» Directions for this task:
Search the records for "inset" and copy each line that holds it.

» Data shown:
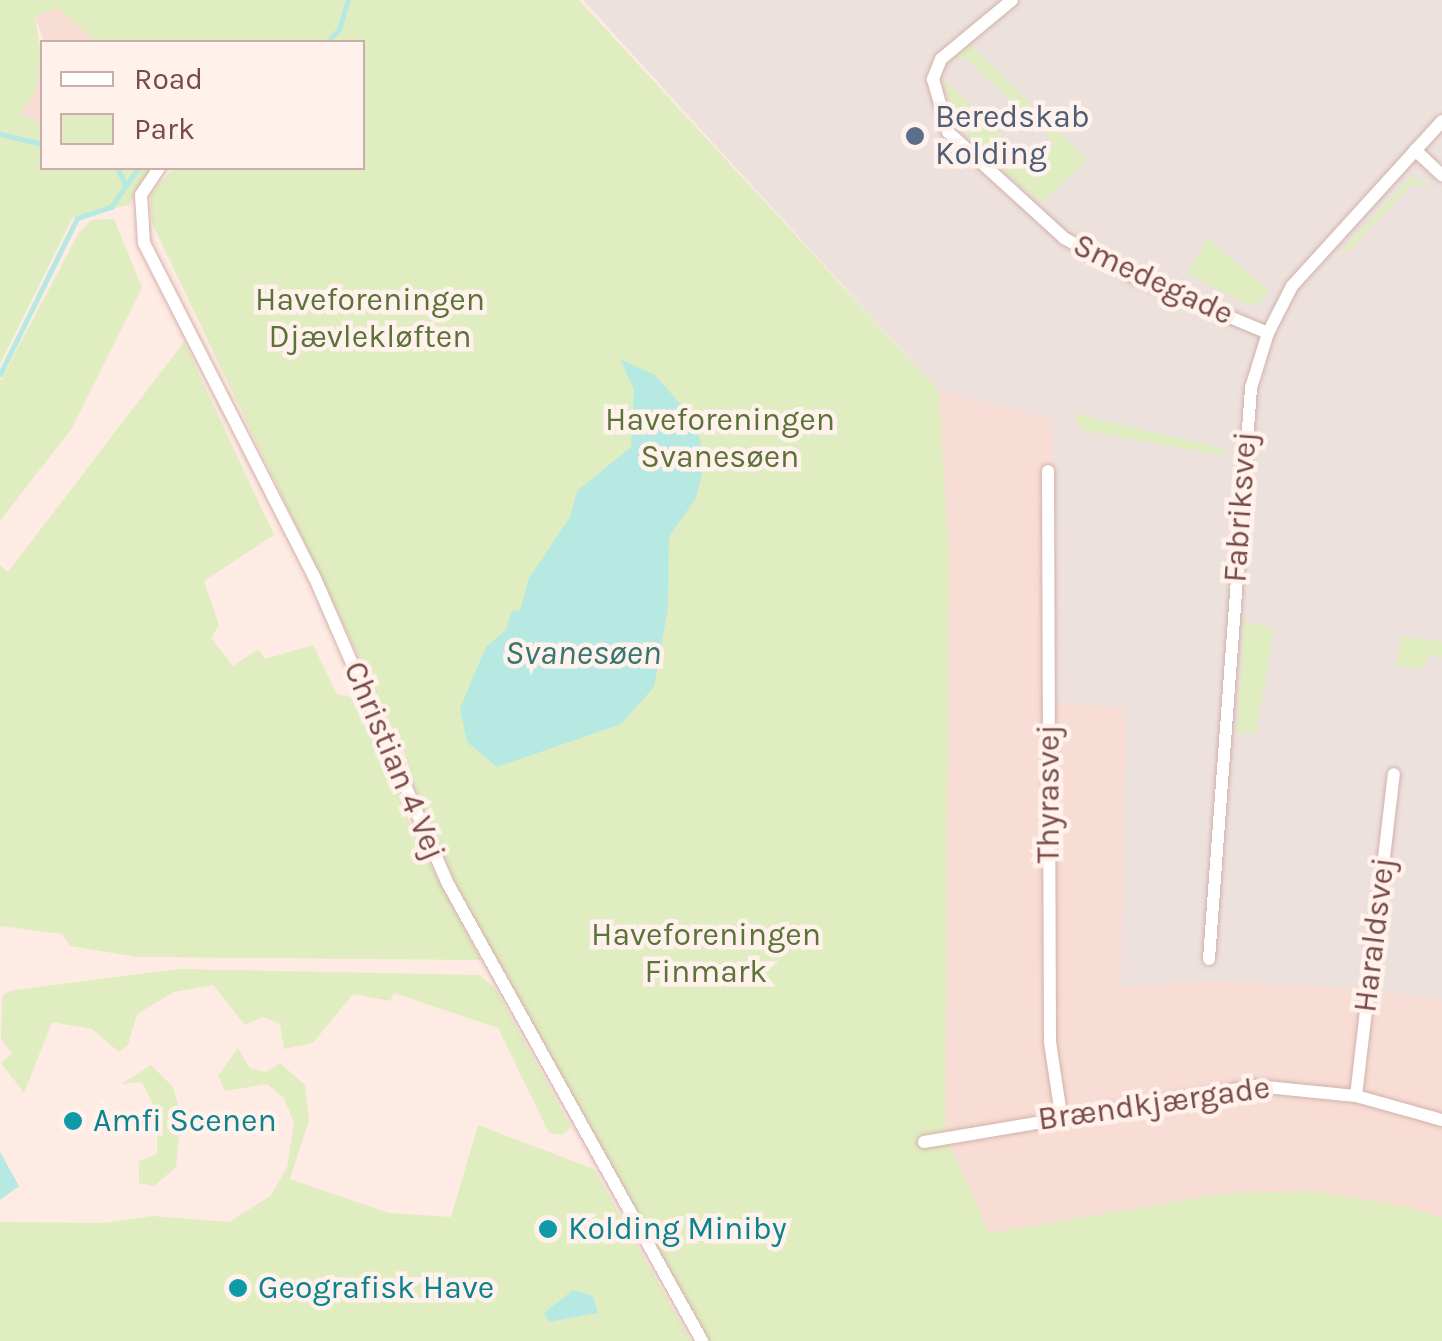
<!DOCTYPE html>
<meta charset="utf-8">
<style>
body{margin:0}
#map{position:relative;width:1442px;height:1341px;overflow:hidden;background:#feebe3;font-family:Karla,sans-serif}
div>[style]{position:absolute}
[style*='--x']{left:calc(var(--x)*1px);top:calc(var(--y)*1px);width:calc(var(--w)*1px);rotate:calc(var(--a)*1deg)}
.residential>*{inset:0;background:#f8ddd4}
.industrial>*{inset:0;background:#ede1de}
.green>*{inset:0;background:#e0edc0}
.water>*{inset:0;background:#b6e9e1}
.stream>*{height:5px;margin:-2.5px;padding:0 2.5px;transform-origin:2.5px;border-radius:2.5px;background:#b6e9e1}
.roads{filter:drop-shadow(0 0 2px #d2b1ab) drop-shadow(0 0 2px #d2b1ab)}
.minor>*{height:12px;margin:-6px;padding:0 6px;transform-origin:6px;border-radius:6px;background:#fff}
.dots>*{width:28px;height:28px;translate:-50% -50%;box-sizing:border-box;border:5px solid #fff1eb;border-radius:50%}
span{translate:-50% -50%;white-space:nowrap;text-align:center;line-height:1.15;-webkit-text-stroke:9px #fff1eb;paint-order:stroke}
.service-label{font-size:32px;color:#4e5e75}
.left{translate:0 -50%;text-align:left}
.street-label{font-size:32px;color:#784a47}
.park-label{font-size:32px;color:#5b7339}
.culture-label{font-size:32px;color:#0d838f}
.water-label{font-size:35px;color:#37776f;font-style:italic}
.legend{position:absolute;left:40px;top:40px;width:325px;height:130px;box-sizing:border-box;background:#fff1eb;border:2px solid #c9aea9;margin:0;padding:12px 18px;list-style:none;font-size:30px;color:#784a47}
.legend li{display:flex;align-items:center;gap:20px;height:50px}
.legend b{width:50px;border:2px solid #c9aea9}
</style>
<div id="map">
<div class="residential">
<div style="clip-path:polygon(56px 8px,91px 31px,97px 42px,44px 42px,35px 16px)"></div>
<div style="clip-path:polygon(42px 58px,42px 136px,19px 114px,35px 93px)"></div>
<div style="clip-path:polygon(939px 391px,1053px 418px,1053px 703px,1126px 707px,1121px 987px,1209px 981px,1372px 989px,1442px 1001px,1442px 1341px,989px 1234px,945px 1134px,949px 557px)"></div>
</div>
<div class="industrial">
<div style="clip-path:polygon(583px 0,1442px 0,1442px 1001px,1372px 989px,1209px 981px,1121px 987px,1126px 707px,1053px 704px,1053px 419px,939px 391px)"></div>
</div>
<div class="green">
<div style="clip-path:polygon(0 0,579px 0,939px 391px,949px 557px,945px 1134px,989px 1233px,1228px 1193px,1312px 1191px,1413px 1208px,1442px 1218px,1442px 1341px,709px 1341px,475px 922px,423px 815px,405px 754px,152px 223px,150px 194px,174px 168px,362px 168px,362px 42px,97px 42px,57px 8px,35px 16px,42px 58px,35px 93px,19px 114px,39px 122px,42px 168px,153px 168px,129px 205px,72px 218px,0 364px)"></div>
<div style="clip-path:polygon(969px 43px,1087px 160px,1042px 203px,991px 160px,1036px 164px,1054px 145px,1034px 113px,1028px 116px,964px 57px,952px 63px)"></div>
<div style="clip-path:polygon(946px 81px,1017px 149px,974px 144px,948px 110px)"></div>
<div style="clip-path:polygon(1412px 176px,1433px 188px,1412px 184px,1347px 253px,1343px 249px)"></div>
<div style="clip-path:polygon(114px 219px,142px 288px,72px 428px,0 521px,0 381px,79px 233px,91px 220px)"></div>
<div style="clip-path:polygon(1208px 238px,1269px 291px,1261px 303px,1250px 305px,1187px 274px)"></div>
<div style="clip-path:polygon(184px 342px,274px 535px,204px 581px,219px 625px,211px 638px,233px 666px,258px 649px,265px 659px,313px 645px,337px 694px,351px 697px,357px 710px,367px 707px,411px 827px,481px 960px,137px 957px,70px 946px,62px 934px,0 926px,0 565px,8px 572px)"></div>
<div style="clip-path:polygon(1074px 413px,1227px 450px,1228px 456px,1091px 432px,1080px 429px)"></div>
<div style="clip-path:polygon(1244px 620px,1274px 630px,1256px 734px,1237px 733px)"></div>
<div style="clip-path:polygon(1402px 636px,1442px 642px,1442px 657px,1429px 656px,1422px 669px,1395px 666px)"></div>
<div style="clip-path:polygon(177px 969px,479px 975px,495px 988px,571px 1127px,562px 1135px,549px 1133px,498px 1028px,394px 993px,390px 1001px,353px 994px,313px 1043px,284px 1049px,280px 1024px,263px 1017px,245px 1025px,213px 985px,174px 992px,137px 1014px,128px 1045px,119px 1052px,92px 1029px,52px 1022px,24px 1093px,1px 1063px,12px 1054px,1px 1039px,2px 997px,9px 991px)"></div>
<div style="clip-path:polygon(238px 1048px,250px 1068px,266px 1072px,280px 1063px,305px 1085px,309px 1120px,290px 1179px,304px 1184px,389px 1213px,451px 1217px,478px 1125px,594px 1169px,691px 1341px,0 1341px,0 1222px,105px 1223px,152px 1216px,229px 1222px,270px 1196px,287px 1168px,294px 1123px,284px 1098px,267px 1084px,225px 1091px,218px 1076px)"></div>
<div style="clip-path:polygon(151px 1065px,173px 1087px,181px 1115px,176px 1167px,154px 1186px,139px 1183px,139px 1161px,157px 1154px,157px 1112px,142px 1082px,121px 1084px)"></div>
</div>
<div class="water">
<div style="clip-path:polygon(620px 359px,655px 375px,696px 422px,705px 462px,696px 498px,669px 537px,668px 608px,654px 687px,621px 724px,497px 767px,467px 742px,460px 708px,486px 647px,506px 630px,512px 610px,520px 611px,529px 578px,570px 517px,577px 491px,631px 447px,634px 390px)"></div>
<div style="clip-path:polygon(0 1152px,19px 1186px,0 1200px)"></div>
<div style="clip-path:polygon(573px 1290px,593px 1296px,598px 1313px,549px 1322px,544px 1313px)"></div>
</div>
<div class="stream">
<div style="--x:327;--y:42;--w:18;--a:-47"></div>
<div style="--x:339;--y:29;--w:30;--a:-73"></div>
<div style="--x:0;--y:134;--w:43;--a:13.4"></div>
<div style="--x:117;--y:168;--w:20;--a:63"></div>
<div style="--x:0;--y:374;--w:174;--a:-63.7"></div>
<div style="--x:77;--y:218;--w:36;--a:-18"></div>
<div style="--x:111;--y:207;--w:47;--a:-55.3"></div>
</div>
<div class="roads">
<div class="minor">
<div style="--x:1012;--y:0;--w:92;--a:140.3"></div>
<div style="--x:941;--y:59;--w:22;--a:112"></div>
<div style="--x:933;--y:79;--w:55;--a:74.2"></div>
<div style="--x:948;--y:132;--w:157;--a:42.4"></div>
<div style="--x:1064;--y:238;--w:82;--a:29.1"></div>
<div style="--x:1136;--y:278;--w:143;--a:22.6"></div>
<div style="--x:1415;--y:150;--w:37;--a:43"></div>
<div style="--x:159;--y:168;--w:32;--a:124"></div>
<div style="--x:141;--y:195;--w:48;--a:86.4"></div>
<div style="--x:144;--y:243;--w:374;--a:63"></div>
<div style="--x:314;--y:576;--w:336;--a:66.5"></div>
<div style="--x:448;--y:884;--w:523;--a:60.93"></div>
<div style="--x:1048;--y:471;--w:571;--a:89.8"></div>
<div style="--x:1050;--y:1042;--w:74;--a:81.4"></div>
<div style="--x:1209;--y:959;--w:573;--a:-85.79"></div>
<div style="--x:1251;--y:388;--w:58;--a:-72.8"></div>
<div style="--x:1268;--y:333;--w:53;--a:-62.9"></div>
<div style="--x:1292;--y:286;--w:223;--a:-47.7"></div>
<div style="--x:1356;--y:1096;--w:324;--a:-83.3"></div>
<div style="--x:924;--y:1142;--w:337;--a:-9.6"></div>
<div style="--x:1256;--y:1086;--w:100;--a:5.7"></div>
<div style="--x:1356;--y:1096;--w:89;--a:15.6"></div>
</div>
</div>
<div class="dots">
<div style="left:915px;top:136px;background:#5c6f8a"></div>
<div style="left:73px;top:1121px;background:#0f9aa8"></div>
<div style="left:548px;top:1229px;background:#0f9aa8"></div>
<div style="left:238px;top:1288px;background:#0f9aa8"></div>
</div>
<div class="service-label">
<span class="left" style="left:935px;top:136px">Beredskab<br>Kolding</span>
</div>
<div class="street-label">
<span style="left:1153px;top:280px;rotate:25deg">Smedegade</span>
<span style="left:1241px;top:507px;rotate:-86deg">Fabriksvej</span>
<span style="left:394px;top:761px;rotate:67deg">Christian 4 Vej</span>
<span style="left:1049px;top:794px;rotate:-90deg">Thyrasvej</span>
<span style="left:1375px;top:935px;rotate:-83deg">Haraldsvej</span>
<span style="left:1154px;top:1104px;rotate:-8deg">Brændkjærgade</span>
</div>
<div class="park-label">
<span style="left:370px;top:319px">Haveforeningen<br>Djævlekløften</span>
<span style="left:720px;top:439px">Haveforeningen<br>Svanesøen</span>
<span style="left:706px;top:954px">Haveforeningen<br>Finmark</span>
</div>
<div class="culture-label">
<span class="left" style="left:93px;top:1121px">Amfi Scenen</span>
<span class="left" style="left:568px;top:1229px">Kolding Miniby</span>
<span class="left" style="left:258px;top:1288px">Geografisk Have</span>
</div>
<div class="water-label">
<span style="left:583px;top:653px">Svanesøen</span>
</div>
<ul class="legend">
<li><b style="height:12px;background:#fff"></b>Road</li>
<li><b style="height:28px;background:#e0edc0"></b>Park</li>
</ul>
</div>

» Reply to the exercise:
.residential>*{inset:0;background:#f8ddd4}
.industrial>*{inset:0;background:#ede1de}
.green>*{inset:0;background:#e0edc0}
.water>*{inset:0;background:#b6e9e1}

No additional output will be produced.